• **EXCERPTED RECORDS**

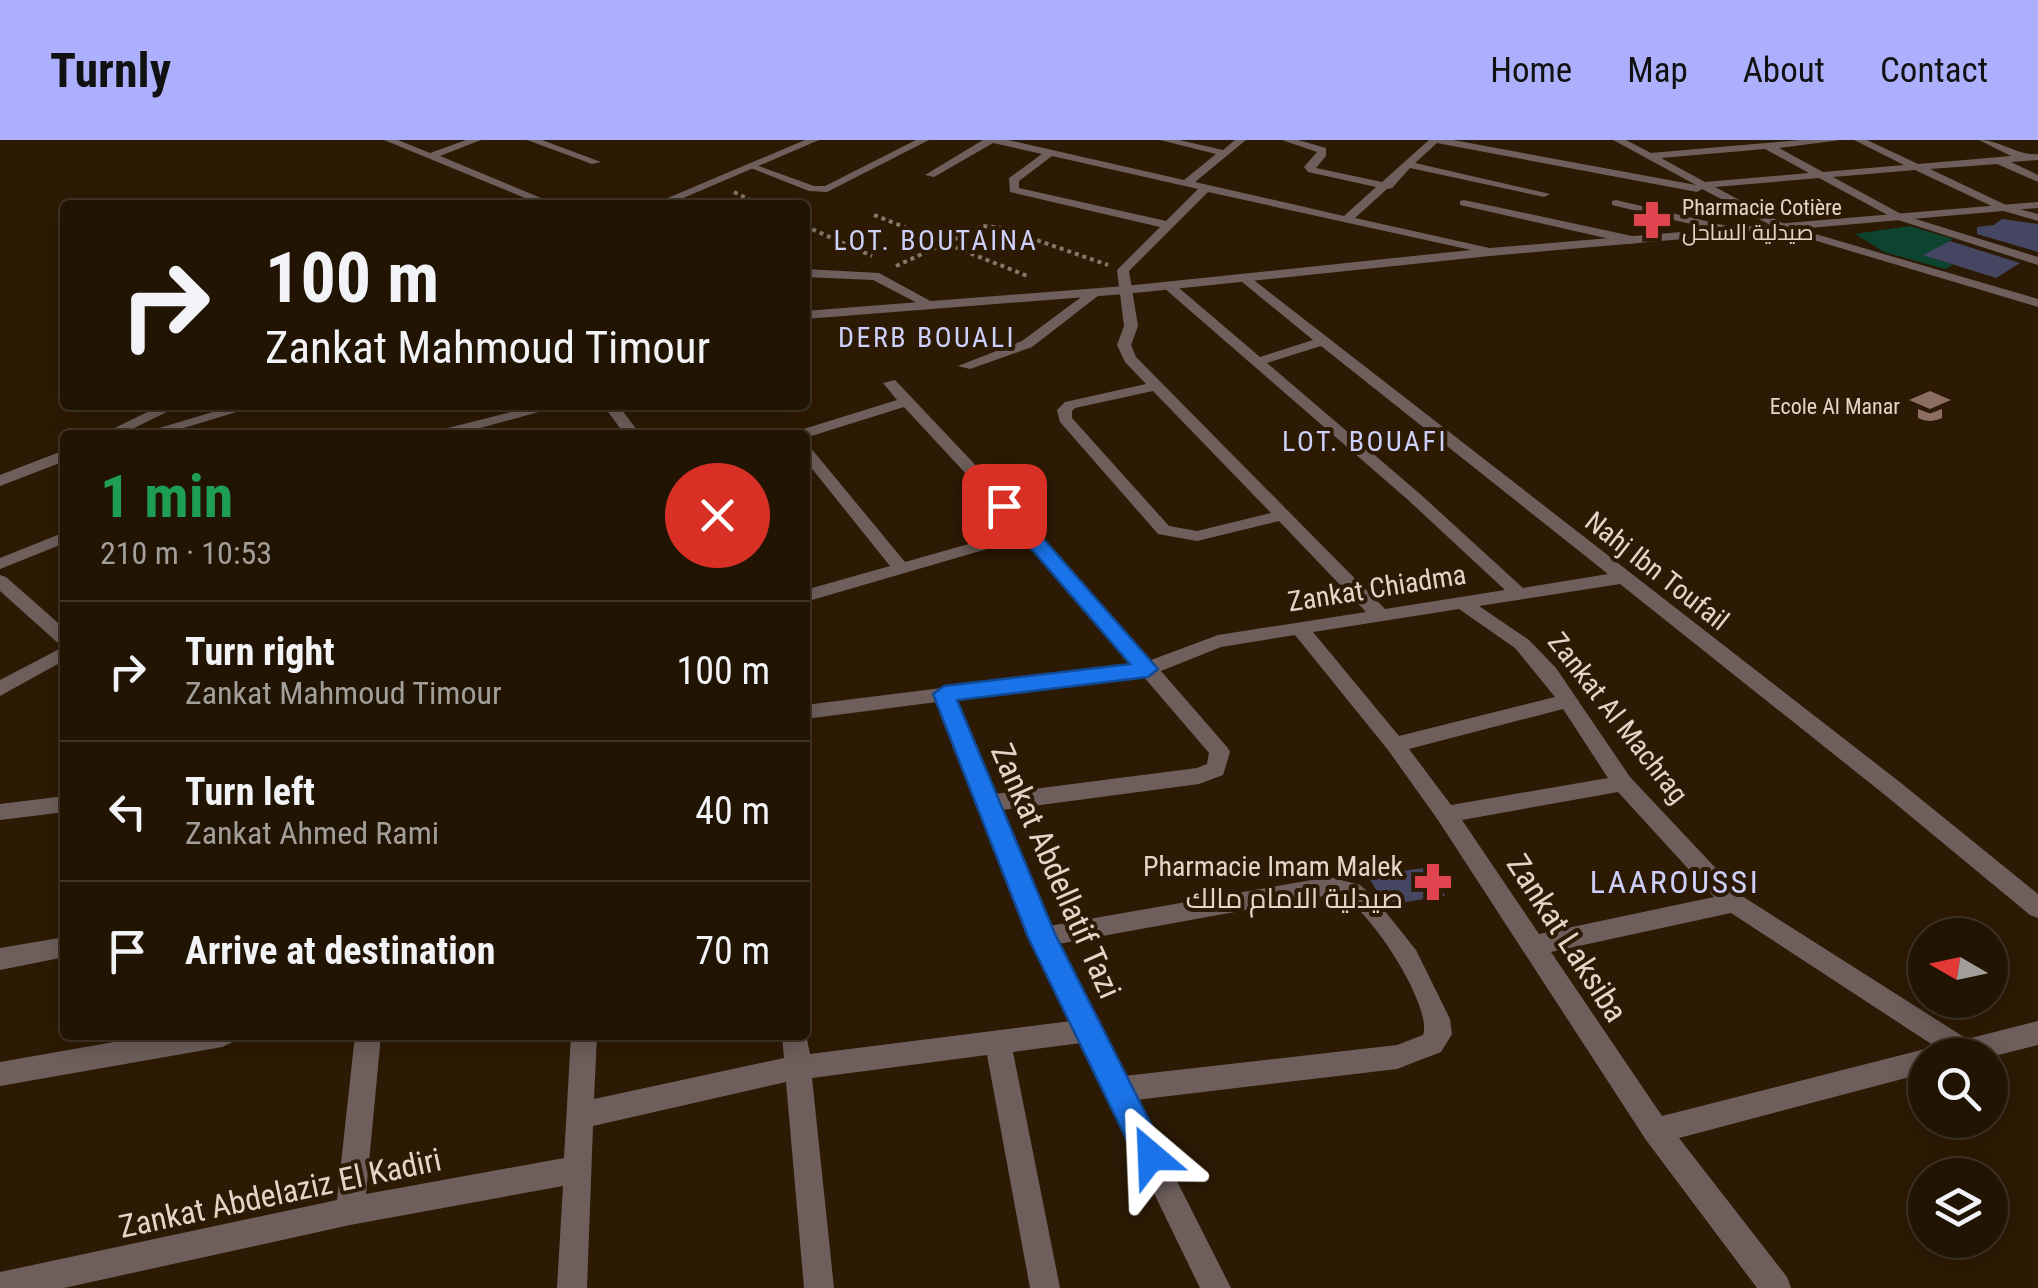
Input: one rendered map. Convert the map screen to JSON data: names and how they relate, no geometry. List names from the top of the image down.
{
  "streets": {
    "street": [
      "Nahj Ibn Toufail",
      "Zankat Chiadma",
      "Zankat Al Machrag",
      "Zankat Abdellatif Tazi",
      "Zankat Laksiba",
      "Zankat Abdelaziz El Kadiri"
    ]
  },
  "crossings": [
    ["Nahj Ibn Toufail", "Zankat Chiadma"],
    ["Zankat Chiadma", "Zankat Al Machrag"],
    ["Zankat Chiadma", "Zankat Abdellatif Tazi"],
    ["Zankat Chiadma", "Zankat Laksiba"]
  ],
  "districts": [
    "LOT. BOUTAINA",
    "DERB BOUALI",
    "LOT. BOUAFI",
    "LAAROUSSI"
  ],
  "places": {
    "pharmacy": ["Pharmacie Cotière صيدلية الساحل", "Pharmacie Imam Malek صيدلية الامام مالك"],
    "school or university": ["Ecole Al Manar"]
  },
  "north": "left",
  "page": {
    "header": "Turnly",
    "nav": [
      "Home",
      "Map",
      "About",
      "Contact"
    ],
    "turn": ["100 m", "Zankat Mahmoud Timour"],
    "heading": ["1 min", "210 m · 10:53"],
    "list": [
      {
        "name": "Turn right",
        "note": "Zankat Mahmoud Timour",
        "value": "100 m"
      },
      {
        "name": "Turn left",
        "note": "Zankat Ahmed Rami",
        "value": "40 m"
      },
      {
        "name": "Arrive at destination",
        "value": "70 m"
      }
    ]
  }
}
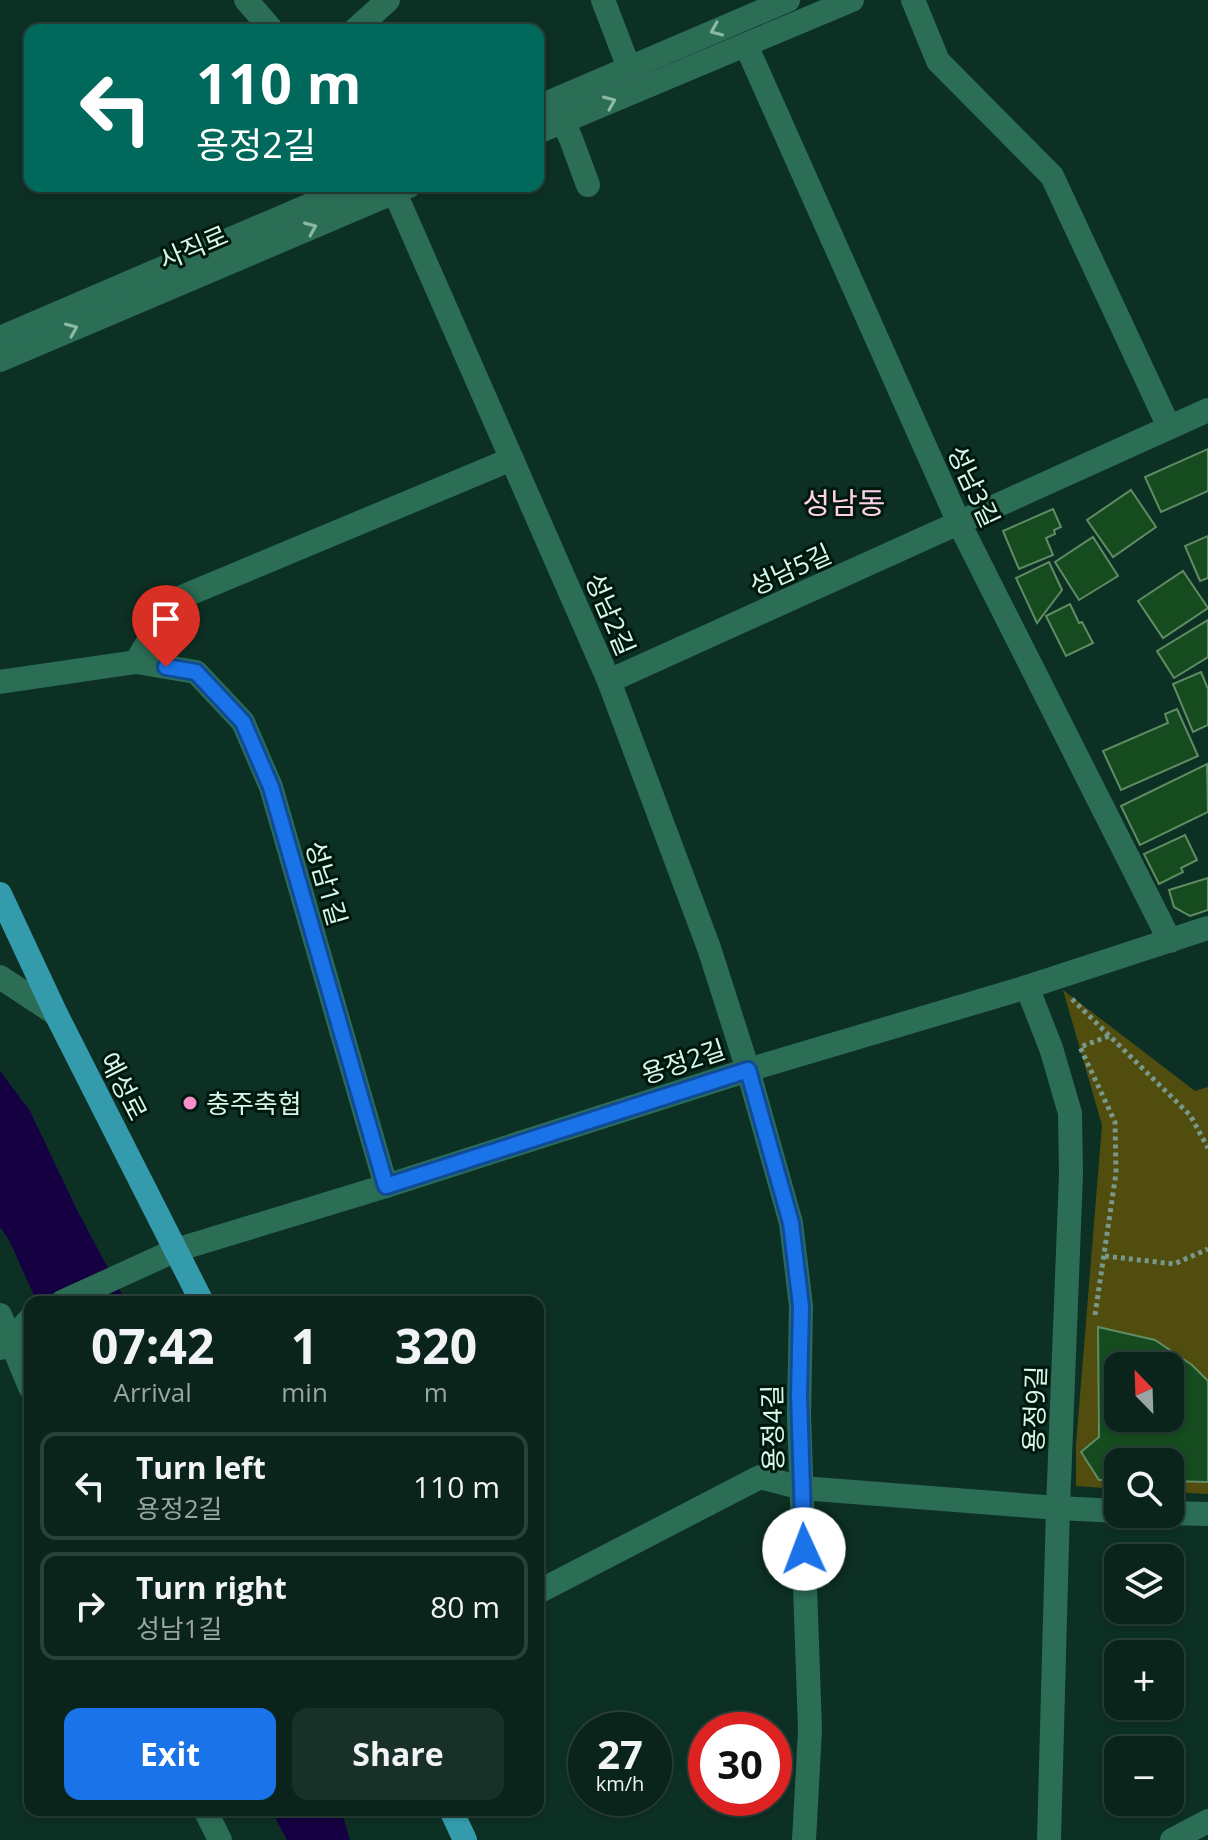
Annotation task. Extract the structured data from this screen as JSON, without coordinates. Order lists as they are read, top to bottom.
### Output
{
  "streets": {
    "main road": ["예성로"],
    "street": [
      "사직로",
      "성남3길",
      "성남5길",
      "성남2길",
      "성남1길",
      "용정2길",
      "용정9길",
      "용정4길"
    ]
  },
  "crossings": [
    ["성남3길", "성남5길"],
    ["성남3길", "용정2길"],
    ["성남5길", "성남2길"],
    ["성남2길", "용정2길"],
    ["성남2길", "용정4길"],
    ["성남1길", "용정2길"],
    ["용정2길", "예성로"],
    ["용정2길", "용정9길"],
    ["용정2길", "용정4길"]
  ],
  "districts": ["성남동"],
  "places": ["충주축협"],
  "north": "top left",
  "page": {
    "turn": ["110 m", "용정2길"],
    "eta": [
      "07:42",
      "Arrival",
      "1",
      "min",
      "320",
      "m"
    ],
    "map_buttons": ["+", "−"],
    "list": [
      {
        "name": "Turn left",
        "note": "용정2길",
        "value": "110 m"
      },
      {
        "name": "Turn right",
        "note": "성남1길",
        "value": "80 m"
      }
    ],
    "buttons": ["Exit", "Share"],
    "speed": "27 km/h",
    "limit": "30"
  }
}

• **ABOUT THIS TASK**
Work out the number of lines in the records that contain the string "left". Nothing but that number should be sent back.

• **OUTPUT OF THE TASK**
4